The raw materials used are also far from cheap, with the need for a combination of high strength and low weight leading to the use of high grade metals and metres and metres of carbon fibre sheeting.

It all adds up to some big numbers and the bill for any on track incident can run into hundreds of thousands - even simply knocking off a front wing can cost as much as buying a premium sports car.

Here’s a rundown from Caterham of the approximate costs for some of the key car parts:

- Monocoque/Chassis: £1m

- Floor: £300K minimum

- Nose cone: £250k

- Front wing: £150K

- Steering wheel: £50K

- Suspension member: £10K upwards, depending on the part

- Tyres: £1,300 per set (supplied by Pirelli, information supplied external to Caterham)

The cost of other component parts like brake disks and wheels are closely guarded, as these are all competitive supplier parts. Likewise for the engine, KERS and gearbox, which Caterham has to buy from Renault and Red Bull Technology. But suffice to say the latter, which are clearly key components, add up to more than £10m per year.

Even the clothing bill is pretty high, with each mechanic’s fireproof suit costing around £500 – and at least 16 of them having to be kitted out for the pit stop.

A driver's helmet, meanwhile, costs from £5k for a simple design but it can be thousands more if it has an intricate paint scheme. And that only lasts for a maximum of three races.

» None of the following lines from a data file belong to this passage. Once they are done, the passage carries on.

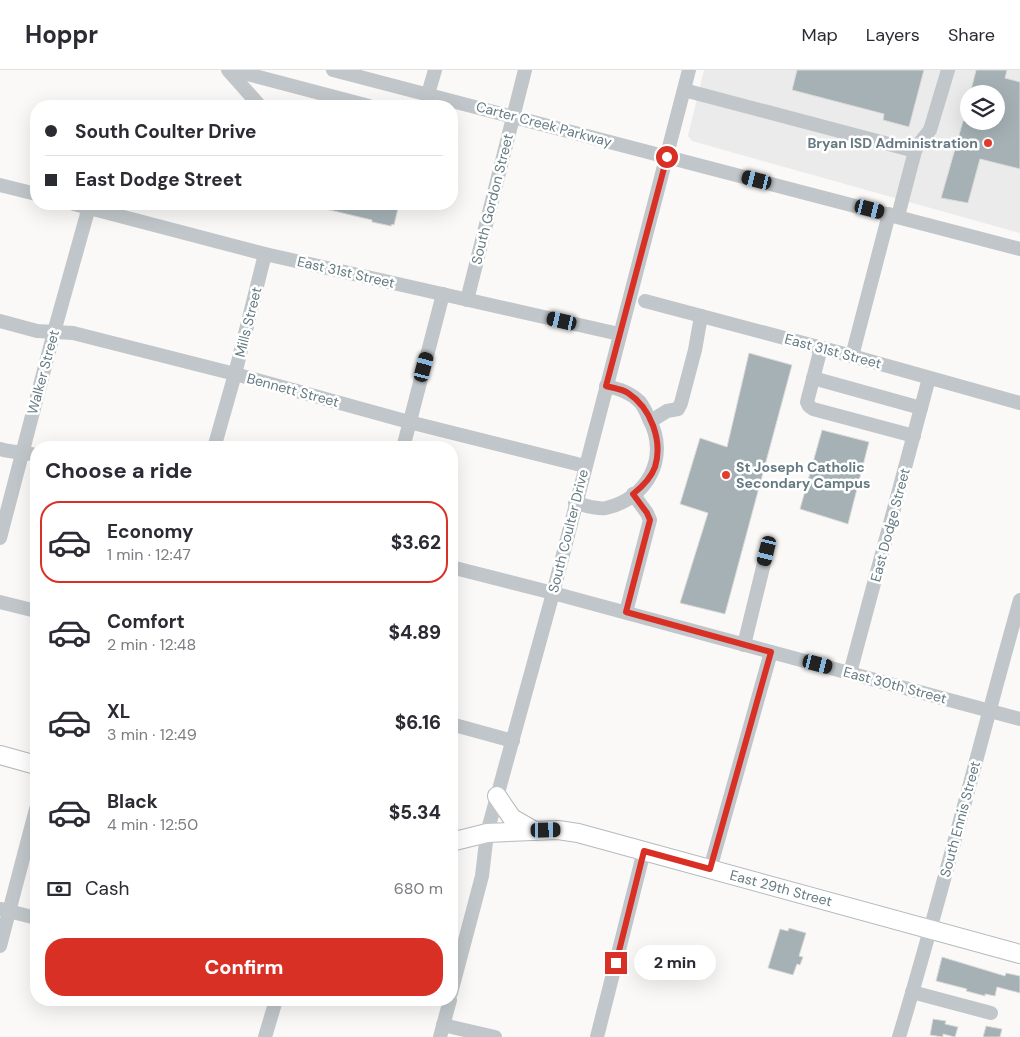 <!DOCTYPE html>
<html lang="en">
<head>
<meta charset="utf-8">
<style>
	body { margin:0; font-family:"DM Sans",sans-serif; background:#f7f7f7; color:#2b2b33; height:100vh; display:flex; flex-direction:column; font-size:19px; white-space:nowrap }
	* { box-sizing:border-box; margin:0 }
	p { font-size:16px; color:#7c7c81 }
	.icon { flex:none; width:28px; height:28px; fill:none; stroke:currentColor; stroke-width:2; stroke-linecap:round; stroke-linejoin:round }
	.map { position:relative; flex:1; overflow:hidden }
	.sheet { position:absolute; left:30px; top:371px; width:428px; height:565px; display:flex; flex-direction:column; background:#fff; border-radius:20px; box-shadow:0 5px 20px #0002 }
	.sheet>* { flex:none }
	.hud { position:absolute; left:30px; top:30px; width:428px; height:110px; border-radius:20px; box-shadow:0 5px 20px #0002; display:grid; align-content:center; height:110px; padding:0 15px; background:#fff }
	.fabs { position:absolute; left:960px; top:15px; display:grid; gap:10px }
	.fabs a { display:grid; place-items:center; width:45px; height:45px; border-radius:50%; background:#fff; box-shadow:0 5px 20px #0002; font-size:25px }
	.end { position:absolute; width:22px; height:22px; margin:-11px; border:6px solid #d93025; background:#fff; box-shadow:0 0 0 2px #fff }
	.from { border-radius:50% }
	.bubble { position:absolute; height:35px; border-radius:18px; background:#fff; box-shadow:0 5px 20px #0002; font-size:16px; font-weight:800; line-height:35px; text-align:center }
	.car { position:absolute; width:15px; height:30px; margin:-15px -8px; border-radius:6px; box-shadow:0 0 4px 1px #0007; background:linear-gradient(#222 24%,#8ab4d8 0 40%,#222 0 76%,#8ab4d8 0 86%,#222 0) }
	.hud b { display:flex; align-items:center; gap:18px; height:48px; font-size:19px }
	.hud b+b { border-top:1px solid #e1e1e2 }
	.hud i { width:12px; height:12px; background:#2b2b33 }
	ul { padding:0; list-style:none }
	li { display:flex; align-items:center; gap:15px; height:82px; margin:0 10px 8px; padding:0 5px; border:2px solid transparent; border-radius:20px }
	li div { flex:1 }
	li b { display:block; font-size:19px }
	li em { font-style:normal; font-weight:800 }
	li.active { border-color:#d93025 }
	li>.icon { width:45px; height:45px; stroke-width:1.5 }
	h2 { padding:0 15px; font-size:22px; line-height:60px }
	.pay { display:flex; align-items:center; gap:12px; height:55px; padding:0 15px; font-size:19px }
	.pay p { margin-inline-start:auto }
	.action { display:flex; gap:10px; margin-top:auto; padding:10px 15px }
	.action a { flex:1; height:58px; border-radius:20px; background:#d93025; color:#fff; font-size:20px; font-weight:800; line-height:58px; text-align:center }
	header { display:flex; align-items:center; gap:30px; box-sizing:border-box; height:70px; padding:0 25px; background:#fff; border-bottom:1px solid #e1e1e2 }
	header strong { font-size:24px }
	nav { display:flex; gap:28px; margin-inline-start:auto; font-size:18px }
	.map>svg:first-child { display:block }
	.built { fill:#eaebea; fill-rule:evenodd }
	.building { fill:#a5b1b5; stroke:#dbdbd9 }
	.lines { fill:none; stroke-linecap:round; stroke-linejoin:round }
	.major-casing { stroke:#b4babd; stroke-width:20 }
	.minor { stroke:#c0c6c9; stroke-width:14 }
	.major { stroke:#fff; stroke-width:18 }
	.route { stroke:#d93025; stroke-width:6 }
	.poi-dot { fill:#e33d2e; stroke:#fff; stroke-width:2 }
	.labels { text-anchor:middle; stroke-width:5; stroke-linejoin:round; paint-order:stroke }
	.street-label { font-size:14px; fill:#657a82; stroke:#fff }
	.poi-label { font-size:14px; font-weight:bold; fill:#657a82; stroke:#fff; text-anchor:end }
</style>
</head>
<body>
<header>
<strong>Hoppr</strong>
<nav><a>Map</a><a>Layers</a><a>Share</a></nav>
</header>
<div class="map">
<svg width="1020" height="967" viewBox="0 0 1020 967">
	<rect width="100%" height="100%" fill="#faf9f7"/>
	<path class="built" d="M 704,0 L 1020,0 L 1020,163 L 692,71 L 688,66 ZM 969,24 L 996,24 L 996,51 L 969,51 Z"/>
	<g class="building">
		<polygon points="797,0 924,0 909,57 883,50 884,44 792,20"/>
		<polygon points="976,0 1007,0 1005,8 1020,12 1020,99 980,89 968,133 941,128 963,51 996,51 996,24 970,24"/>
		<polygon points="317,134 399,134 394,155 392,154 391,156 372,152 372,150 317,137"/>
		<polygon points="749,283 792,295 725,544 680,533 708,443 680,434 700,368 727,377"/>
		<polygon points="822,360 869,372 848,454 800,439"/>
		<polygon points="789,858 806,863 799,886 803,887 800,895 797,894 793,905 768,898 780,859 788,861"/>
		<polygon points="942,887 1005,906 1006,903 1020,906 1020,923 997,917 995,926 985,924 985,926 966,921 967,919 936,911"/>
		<polygon points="933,949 946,951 945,954 958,957 955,967 943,964 943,967 930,965"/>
		<polygon points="986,956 1002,959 1000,967 983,967"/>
	</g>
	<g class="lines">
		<g class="major-casing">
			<g id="major">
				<polyline points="0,685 36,695"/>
				<polyline points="497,726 512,748 533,760"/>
				<polyline points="451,772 487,763 558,760 578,763 1020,884"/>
			</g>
		</g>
		<g class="minor">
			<polyline points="228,0 260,36"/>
			<polyline points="232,0 369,36"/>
			<polyline points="333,0 1020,179"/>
			<polyline points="684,20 915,81"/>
			<polyline points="428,24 435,0"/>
			<polyline points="0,115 36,124"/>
			<polyline points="74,134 265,184 619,264"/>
			<polyline points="898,146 915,81 918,75 930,60 948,0"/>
			<polyline points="467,230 525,0"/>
			<polyline points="645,231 852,286 1020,333"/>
			<polyline points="0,251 37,261 73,263 235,304 409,352 585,396"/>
			<polyline points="821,278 807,332 809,336 813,339 914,366"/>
			<polyline points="852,286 889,144"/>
			<polyline points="813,308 921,338"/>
			<polyline points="651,351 667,341 678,339 681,333 695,280 701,246"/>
			<polyline points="214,378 235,304 265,184"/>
			<polyline points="403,378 443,224"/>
			<path d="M 0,379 C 12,383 24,382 36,385"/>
			<path d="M 575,433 C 584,435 597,440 606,438 C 647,429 670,387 649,349 C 647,344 644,337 640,332 C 630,322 619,319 606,316"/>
			<polyline points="0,468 54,262 89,137"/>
			<polyline points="451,497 553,523 1020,649"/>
			<polyline points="0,532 36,541"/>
			<polyline points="626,542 650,450 647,443 633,424"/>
			<polyline points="744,575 767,481"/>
			<polyline points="850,603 929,308"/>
			<polyline points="451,654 513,671"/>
			<polyline points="710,799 771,582"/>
			<polyline points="1,839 36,848"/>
			<polyline points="0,876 36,739"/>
			<polyline points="912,922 991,943"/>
			<polyline points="451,923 482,806 487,763 553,523 689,0"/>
			<polyline points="443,955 495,967"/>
			<polyline points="265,967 276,930"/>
			<polyline points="440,967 450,930"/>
			<polyline points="597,967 644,781"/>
			<path d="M 899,967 C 943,822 979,675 1020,530"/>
		</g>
		<use href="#major" class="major"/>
	</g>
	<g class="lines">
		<path class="route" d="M 616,893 L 644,781 L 710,799 L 771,582 L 626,542 L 650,450 L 647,443 L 633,424 C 642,417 651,408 655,397 C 663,371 651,338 628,323 C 622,319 613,318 606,316 L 667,87"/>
	</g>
	<g class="poi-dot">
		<circle cx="988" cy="73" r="5"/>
		<circle cx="726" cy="405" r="5"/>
	</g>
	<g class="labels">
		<g class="street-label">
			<text transform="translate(544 54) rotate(15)" y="5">Carter Creek Parkway</text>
			<text transform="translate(492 129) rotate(-76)" y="5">South Gordon Street</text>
			<text transform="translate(346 202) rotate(13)" y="5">East 31st Street</text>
			<text transform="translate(248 252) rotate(-76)" y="5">Mills Street</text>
			<text transform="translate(833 281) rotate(15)" y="5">East 31st Street</text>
			<text transform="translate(43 302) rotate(-75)" y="5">Walker Street</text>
			<text transform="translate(293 320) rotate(15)" y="5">Bennett Street</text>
			<text transform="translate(890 455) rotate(-75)" y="5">East Dodge Street</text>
			<text transform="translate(568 461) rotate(-76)" y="5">South Coulter Drive</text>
			<text transform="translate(895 615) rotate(15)" y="5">East 30th Street</text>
			<text transform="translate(960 749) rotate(-75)" y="5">South Ennis Street</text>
			<text transform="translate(781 818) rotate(15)" y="5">East 29th Street</text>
		</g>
		<g class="poi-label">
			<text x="978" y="78">Bryan ISD Administration</text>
			<text x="736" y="402" text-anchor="start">St Joseph Catholic<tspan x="736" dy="16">Secondary Campus</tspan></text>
		</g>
	</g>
</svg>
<div class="fabs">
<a><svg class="icon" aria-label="layers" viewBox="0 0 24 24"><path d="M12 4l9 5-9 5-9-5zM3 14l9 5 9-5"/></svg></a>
</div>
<i class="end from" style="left:667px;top:87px"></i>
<i class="end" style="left:616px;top:893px"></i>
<div class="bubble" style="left:634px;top:875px;width:82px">2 min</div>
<i class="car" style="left:757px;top:110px;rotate:284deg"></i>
<i class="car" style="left:870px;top:139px;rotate:104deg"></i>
<i class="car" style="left:562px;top:251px;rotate:283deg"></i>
<i class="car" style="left:424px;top:297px;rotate:15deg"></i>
<i class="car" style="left:767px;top:481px;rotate:194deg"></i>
<i class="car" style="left:818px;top:594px;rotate:104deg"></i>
<i class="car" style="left:546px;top:760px;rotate:89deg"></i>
<div class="hud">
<b><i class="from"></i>South Coulter Drive</b>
<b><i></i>East Dodge Street</b>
</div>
<section class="sheet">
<h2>Choose a ride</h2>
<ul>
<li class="active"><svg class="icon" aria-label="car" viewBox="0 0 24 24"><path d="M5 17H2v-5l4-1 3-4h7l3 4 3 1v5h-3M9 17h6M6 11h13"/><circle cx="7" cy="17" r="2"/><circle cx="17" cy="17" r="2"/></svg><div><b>Economy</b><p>1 min · 12:47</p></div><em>$3.62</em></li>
<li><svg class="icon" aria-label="car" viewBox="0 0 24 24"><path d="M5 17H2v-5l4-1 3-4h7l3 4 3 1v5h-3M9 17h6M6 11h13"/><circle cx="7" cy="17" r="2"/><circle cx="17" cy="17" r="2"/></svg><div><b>Comfort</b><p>2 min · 12:48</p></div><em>$4.89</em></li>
<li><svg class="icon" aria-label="car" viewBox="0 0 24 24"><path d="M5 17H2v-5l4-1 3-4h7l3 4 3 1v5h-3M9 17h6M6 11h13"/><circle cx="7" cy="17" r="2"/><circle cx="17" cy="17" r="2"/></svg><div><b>XL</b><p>3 min · 12:49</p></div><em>$6.16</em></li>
<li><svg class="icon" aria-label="car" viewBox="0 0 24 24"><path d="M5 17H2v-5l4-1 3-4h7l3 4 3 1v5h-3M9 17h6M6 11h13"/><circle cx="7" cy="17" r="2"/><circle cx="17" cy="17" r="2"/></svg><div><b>Black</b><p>4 min · 12:50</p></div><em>$5.34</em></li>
</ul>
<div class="pay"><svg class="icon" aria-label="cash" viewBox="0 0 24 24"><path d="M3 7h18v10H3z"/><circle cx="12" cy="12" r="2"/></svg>Cash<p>680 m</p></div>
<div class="action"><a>Confirm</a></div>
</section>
</div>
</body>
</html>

Then there’s the trucks and motorhomes – and Caterham has NINE trucks in total that they use during the year. Their two bespoke race trucks alone cost a total of £1.3m (and Ferrari’s new pair are believed to have cost them a cool £3m).

Then there’s the cost of freighting and transporting the team all around the world...

It all adds up.

But at least these other high costs mean they can’t complain about the price of petrol – because they pay the same for theirs as you would on your local garage forecourt.